Executive producer Tom Yellin ’75 and director-producer Robbins are part of The Documentary Group, the production company behind “Operation Homecoming.”
Robbins and Yellin are veterans of the broadcast journalism field and were colleagues with Peter Jennings. The three shared a desire to create films that reached beyond the constraints of broadcast journalism.
“All of us having served in war zones in general, there was a way that, firsthand, those sort of experiences are actually more profound than politics,” Robbins says.
The cinematic re-creations of the featured writings do not simply show stoic-faced soldiers reading letters home. Instead, the writings vary from poetry and fiction to memoirs and essays, with the accompanying visuals stylized to match the tone and form of the writer, including animation, still photographs, and slow motion video.
“We were really just trying to create an aesthetic for each piece that felt like a companion to the way the soldiers would write,” Robbins says.
For example, the graphic novel style was selected for one piece because its author, Colby Buzzel, impressed Robbins with his unique feel. “He’s kind of a punk rock kid. He kind of writes like that: staccato, tongue-in-cheek.”
In particular, the graphic novel visualization stands out as eye-catching, drawn in a style reminiscent of the ultra-violent “Sin City.”

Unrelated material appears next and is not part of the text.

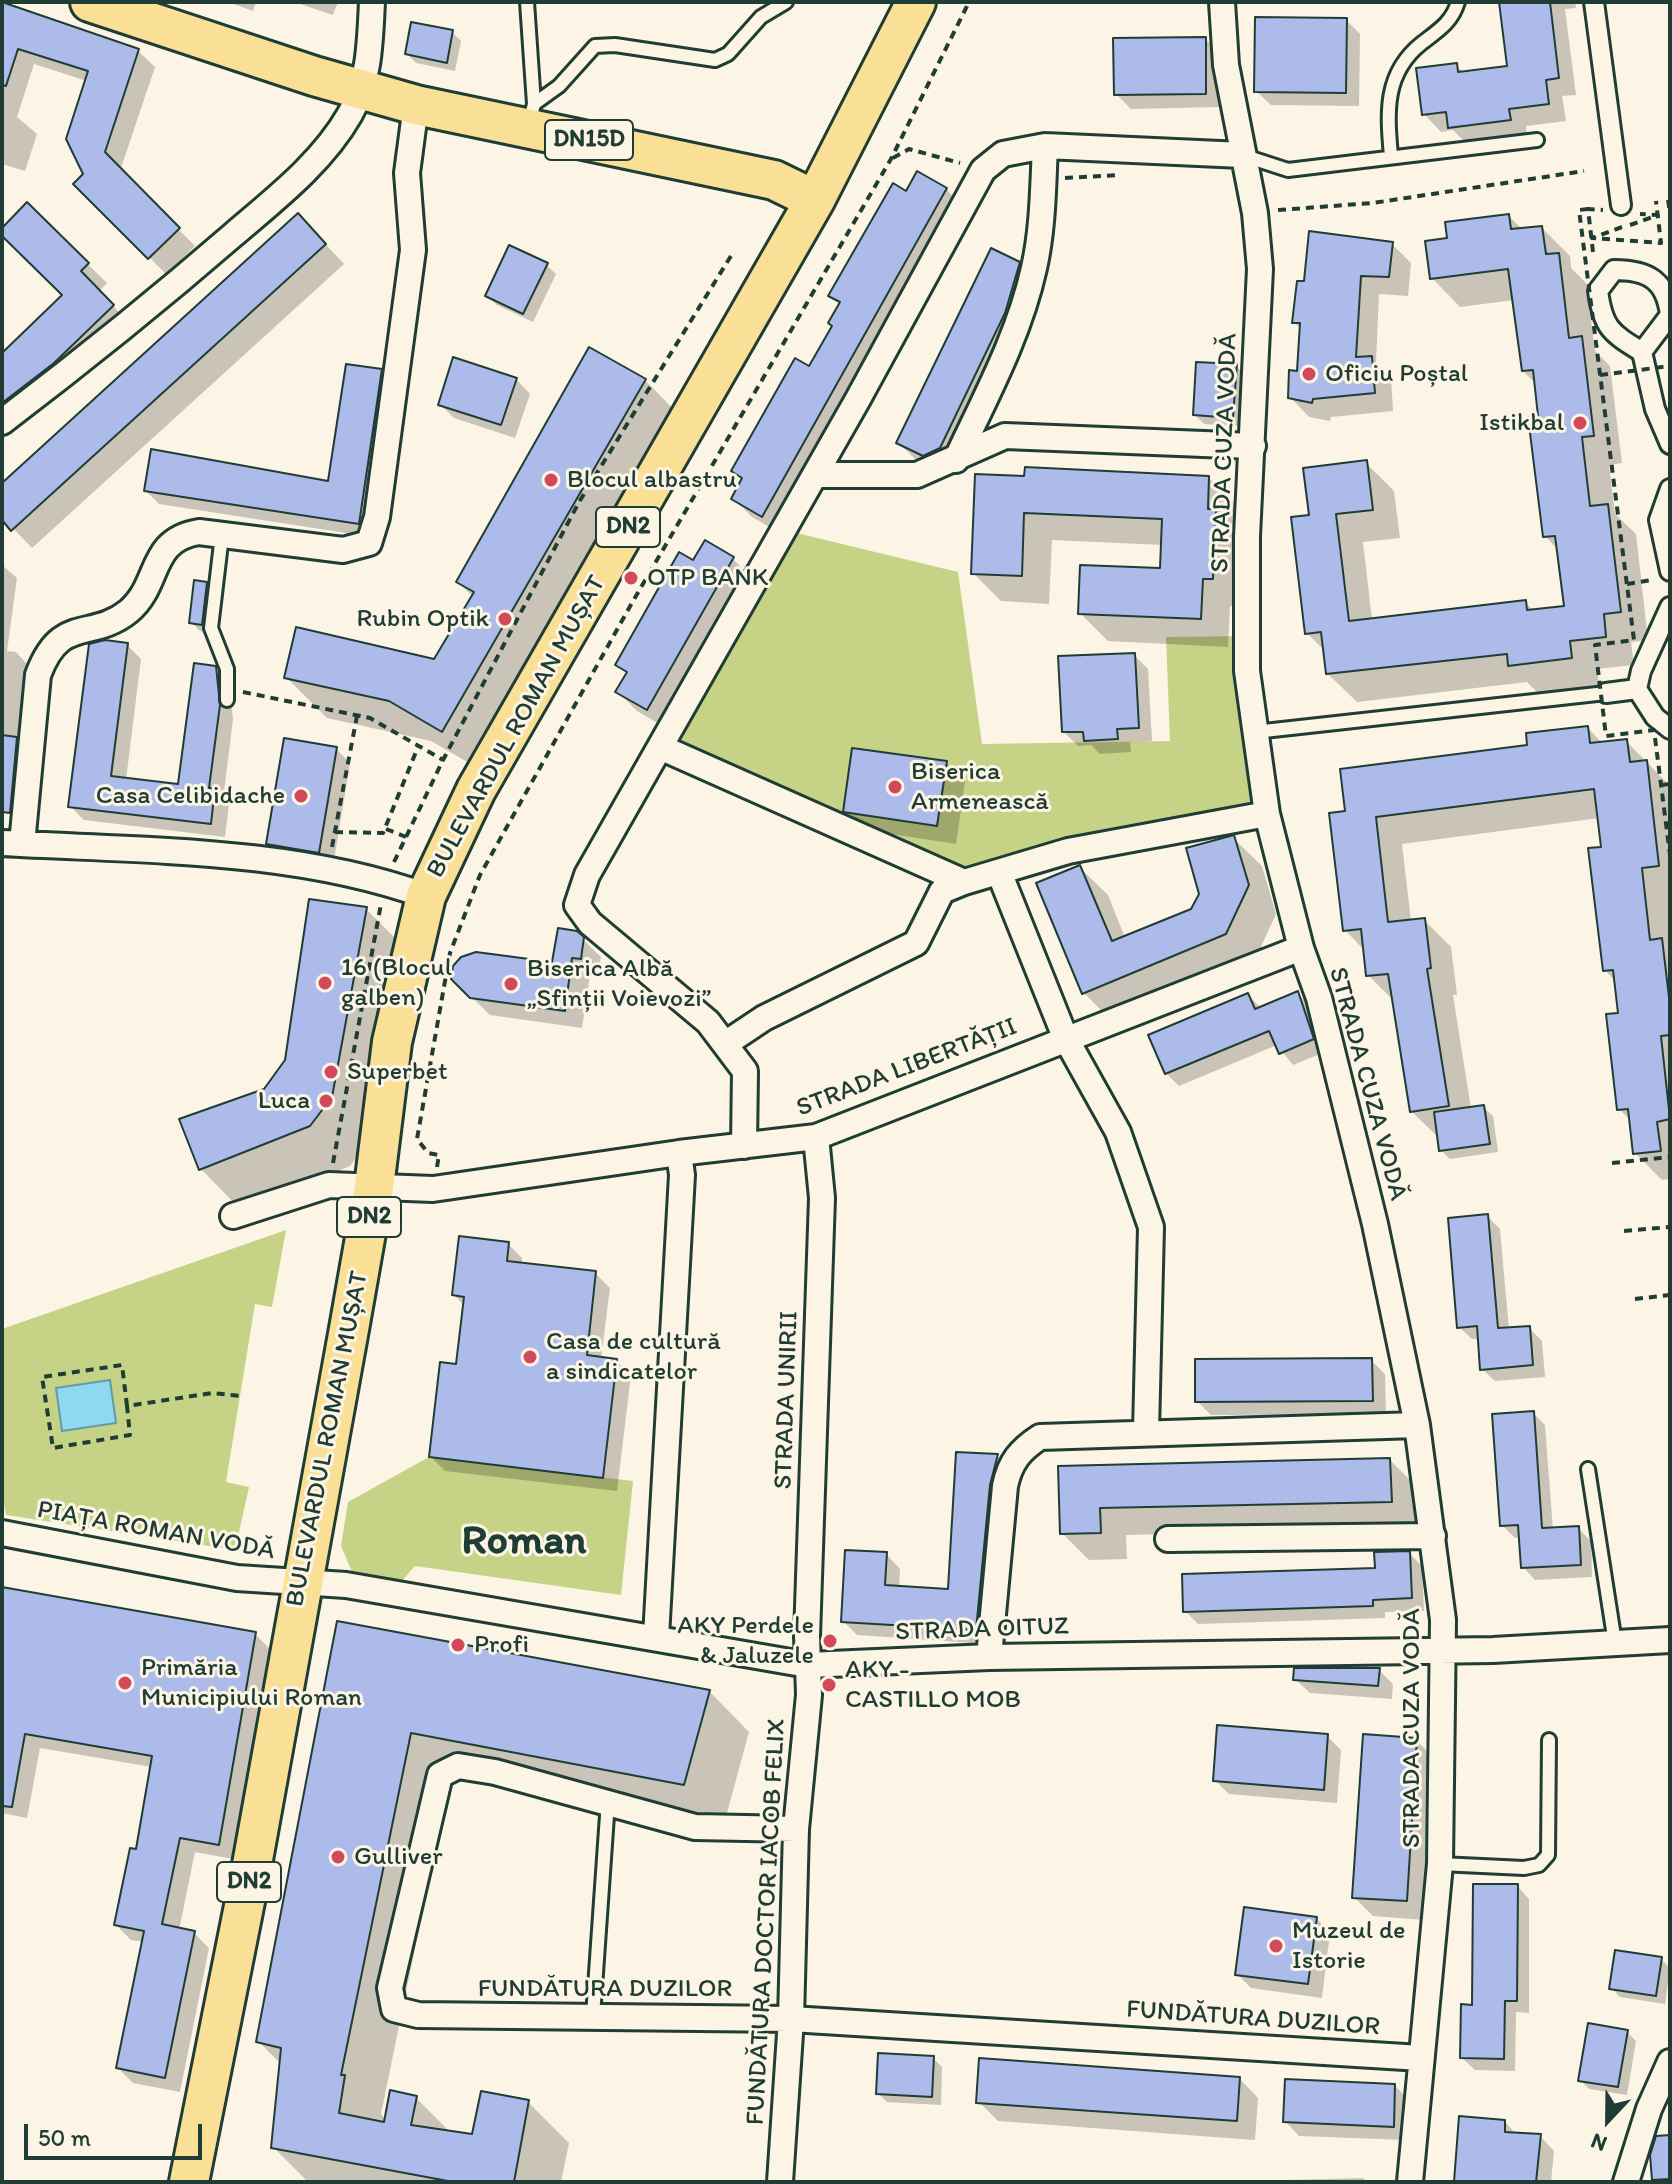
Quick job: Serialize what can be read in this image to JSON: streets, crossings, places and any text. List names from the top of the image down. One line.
{"streets":{"main road":["DN15D","DN2","BULEVARDUL ROMAN MUȘAT"],"street":["STRADA CUZA VODĂ","STRADA LIBERTĂȚII","STRADA UNIRII","PIAȚA ROMAN VODĂ","STRADA OITUZ","FUNDĂTURA DOCTOR IACOB FELIX","FUNDĂTURA DUZILOR"]},"crossings":[["DN15D","BULEVARDUL ROMAN MUȘAT"],["STRADA CUZA VODĂ","STRADA LIBERTĂȚII"],["STRADA CUZA VODĂ","STRADA OITUZ"],["STRADA CUZA VODĂ","FUNDĂTURA DUZILOR"],["BULEVARDUL ROMAN MUȘAT","STRADA LIBERTĂȚII"],["BULEVARDUL ROMAN MUȘAT","PIAȚA ROMAN VODĂ"],["BULEVARDUL ROMAN MUȘAT","STRADA OITUZ"],["STRADA LIBERTĂȚII","STRADA UNIRII"],["STRADA UNIRII","STRADA OITUZ"],["STRADA UNIRII","FUNDĂTURA DOCTOR IACOB FELIX"],["PIAȚA ROMAN VODĂ","STRADA OITUZ"],["STRADA OITUZ","FUNDĂTURA DOCTOR IACOB FELIX"],["FUNDĂTURA DOCTOR IACOB FELIX","FUNDĂTURA DUZILOR"]],"districts":["Roman"],"places":["Oficiu Poștal","Istikbal","Blocul albastru","OTP BANK","Rubin Optik","Biserica Armenească","Casa Celibidache","16 (Blocul galben)","Biserica Albă „Sfinții Voievozi”","Superbet","Luca","Casa de cultură a sindicatelor","AKY Perdele & Jaluzele","Profi","Primăria Municipiului Roman","AKY - CASTILLO MOB","Gulliver","Muzeul de Istorie"],"scale_bar":"50 m","north":"bottom"}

Robbins expresses his initial concern that such visuals would lend to the fetishization of the violence of war.
“I definitely was concerned, when we first started getting the images back and looking at the animation, that it looked too cool,” he says. “I feel a tiny conflict about it, but I think if you listen to the piece, it sounds deeply conflicted about the experience being described. And I also feel, being in combat myself as a journalist, there are cool things about it.”
Ultimately, he believes that the style is fitting. “I think that it’s honest in that sense.”
BEYOND PARTIES
Both Yellin and Robbins point out that the documentary itself is focused on the soldiers’ experiences, not politics.
“It’s not political, it’s very experiential,” Yellin says.
Robbins’ own documentary-making ethic centered on staying true to the subjects’ perspectives.
“I think if you look at a person like Michael Moore, those are people who are interested in a type of subject and are essentially choosing subjects. For me, they’re making it in the opposite direction,” he says.
Initially, Robbins loathed scenario re-creation, but he soon changed his mind: “Once I had material, there was no other way to do it.”
The lack of human empathy in politics further motivated the filmmakers to create the documentary.
“[People] don’t want to listen to what they have to go through because it’s a necessary evil,” Robbins says. “I think politics has become a barrier to the human dimension.”
Despite this barrier, he says “it matters to have respect to these people…as part of a democracy.”
ACCLAIMED STORIES
Amidst critical acclaim, the final product has been picked up for theatrical release, unexpected at the inception of the project.
“Operation Homecoming” will be playing at Brookline’s Coolidge Corner Theatre on April 6 and will be airing on PBS on April 16 as part of the series “America at a Crossroads.”
Both Robbins and Yellin desire to bridge the gap between the military and non-military spheres of American life through film.
“The divide in this nation between people who have family in the military and everyone else is a bad thing for society,” Robbins says.
Their experiences documenting soldiers in wartime has been transformative for the two filmmakers, and they hope to pass that on to the American public.
As Robbins says, “The men and women in this film have defied my expectations, and will defy everyone’s expectations. They’re smarter, more thoughtful, and more caring than we like to think soldiers are.”